(Stored data)
* * * * *

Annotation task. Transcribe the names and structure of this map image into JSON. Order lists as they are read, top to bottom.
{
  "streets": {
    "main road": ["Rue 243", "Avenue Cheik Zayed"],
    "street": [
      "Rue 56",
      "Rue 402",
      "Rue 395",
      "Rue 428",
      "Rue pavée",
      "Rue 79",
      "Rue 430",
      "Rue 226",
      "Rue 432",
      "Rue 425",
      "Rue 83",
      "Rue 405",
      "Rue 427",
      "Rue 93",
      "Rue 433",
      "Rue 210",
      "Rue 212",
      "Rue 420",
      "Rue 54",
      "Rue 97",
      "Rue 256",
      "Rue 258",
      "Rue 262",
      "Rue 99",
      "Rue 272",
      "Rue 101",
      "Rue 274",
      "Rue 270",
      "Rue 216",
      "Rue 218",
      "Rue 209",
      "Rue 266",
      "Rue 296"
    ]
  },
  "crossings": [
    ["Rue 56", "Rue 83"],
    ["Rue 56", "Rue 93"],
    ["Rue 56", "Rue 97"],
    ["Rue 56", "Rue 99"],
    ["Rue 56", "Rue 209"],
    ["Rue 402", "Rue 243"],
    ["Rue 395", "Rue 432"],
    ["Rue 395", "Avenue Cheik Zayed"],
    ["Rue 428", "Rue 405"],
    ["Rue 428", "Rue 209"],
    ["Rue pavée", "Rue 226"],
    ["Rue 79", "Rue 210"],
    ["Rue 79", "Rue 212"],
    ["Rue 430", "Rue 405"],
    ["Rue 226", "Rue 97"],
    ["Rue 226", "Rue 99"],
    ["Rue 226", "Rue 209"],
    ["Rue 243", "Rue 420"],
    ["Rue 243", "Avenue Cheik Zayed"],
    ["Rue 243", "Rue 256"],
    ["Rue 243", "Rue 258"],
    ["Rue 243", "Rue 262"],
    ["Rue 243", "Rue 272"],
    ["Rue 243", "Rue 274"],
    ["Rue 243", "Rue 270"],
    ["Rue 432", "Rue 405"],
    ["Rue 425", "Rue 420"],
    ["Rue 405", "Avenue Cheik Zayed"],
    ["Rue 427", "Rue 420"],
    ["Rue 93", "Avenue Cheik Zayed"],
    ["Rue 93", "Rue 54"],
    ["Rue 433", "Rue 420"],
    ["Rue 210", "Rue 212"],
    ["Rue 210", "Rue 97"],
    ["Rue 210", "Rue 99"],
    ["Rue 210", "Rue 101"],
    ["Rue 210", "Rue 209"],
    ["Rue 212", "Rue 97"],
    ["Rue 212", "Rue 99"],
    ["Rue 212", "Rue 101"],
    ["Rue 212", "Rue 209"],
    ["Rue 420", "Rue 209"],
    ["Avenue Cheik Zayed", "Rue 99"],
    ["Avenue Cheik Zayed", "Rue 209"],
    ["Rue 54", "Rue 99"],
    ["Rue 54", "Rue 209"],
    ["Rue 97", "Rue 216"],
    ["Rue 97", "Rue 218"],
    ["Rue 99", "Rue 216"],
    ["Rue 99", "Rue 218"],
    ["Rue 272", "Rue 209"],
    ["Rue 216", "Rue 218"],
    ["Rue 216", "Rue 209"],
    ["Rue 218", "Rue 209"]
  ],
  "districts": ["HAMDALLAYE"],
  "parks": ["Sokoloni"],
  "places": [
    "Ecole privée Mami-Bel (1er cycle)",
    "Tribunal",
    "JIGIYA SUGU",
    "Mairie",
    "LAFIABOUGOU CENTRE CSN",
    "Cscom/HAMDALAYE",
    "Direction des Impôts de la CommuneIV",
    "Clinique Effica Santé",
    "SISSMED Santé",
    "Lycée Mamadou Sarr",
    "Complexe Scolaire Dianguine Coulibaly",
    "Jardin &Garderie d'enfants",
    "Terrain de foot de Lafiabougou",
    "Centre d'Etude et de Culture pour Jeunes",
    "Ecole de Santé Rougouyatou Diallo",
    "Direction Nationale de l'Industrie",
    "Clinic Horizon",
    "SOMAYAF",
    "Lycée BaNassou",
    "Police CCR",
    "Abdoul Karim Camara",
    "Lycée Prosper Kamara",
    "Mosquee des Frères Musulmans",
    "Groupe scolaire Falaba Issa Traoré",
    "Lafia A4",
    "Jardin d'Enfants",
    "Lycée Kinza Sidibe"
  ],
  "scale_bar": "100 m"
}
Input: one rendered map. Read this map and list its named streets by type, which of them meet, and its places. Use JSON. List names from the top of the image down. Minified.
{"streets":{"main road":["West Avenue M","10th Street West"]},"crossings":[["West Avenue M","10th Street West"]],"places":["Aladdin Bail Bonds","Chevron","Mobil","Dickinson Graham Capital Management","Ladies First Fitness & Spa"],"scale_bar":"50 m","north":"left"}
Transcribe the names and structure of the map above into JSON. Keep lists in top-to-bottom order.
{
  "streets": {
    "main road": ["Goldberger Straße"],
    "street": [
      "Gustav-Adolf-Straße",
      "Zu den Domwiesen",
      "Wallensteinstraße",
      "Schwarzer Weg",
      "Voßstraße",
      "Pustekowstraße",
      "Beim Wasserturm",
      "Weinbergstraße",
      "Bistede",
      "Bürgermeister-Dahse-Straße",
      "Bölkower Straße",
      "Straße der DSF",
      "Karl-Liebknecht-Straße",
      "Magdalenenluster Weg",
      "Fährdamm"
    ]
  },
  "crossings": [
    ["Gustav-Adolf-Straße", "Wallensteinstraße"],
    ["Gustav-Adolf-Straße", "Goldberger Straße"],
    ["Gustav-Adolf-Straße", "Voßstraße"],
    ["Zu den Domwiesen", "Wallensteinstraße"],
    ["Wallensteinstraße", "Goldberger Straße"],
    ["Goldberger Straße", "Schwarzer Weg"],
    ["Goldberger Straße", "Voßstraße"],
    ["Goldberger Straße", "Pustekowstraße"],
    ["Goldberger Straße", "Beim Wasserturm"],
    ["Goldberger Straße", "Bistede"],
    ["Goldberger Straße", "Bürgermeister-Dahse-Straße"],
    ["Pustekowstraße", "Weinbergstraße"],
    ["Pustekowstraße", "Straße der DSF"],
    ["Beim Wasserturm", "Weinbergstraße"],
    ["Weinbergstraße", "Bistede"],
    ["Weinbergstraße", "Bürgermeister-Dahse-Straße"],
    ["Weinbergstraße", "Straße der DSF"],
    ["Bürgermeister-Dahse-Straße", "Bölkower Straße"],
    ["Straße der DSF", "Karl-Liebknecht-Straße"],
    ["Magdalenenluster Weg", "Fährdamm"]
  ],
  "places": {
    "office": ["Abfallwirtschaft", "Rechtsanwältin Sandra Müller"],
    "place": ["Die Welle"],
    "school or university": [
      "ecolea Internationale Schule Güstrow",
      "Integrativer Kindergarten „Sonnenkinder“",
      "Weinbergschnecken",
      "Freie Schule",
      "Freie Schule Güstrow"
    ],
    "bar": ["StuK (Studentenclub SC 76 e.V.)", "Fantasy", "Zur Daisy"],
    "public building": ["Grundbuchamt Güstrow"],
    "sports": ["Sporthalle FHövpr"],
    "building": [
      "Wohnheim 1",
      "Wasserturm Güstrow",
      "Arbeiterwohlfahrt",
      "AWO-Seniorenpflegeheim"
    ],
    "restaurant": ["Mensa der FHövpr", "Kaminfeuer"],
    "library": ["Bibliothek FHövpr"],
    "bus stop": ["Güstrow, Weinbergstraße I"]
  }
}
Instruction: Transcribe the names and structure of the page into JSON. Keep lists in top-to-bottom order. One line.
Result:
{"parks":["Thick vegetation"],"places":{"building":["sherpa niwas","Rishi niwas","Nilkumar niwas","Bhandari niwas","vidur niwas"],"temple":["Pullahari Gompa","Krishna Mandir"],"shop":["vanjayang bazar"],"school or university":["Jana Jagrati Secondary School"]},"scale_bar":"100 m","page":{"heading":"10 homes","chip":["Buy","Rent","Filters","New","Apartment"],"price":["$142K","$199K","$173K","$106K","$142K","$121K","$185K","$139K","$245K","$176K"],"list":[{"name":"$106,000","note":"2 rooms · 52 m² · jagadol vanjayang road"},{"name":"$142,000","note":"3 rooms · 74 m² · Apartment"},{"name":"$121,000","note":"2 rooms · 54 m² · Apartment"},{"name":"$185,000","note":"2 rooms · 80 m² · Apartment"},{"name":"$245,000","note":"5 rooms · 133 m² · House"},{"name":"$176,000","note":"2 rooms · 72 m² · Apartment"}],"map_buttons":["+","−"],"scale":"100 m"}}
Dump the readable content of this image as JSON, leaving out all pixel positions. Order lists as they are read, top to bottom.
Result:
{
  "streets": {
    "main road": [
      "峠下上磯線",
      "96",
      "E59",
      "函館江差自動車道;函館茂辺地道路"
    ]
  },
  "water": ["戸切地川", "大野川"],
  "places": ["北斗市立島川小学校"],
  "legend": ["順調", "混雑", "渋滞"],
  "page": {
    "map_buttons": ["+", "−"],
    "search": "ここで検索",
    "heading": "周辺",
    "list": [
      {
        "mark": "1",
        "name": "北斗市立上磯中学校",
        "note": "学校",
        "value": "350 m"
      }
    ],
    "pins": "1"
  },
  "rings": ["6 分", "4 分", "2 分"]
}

* * * * *

What you need to do: Return, in full, every line of these entries that holds "Cheik".

Task answer:
    "main road": ["Rue 243", "Avenue Cheik Zayed"],
    ["Rue 395", "Avenue Cheik Zayed"],
    ["Rue 243", "Avenue Cheik Zayed"],
    ["Rue 405", "Avenue Cheik Zayed"],
    ["Rue 93", "Avenue Cheik Zayed"],
    ["Avenue Cheik Zayed", "Rue 99"],
    ["Avenue Cheik Zayed", "Rue 209"],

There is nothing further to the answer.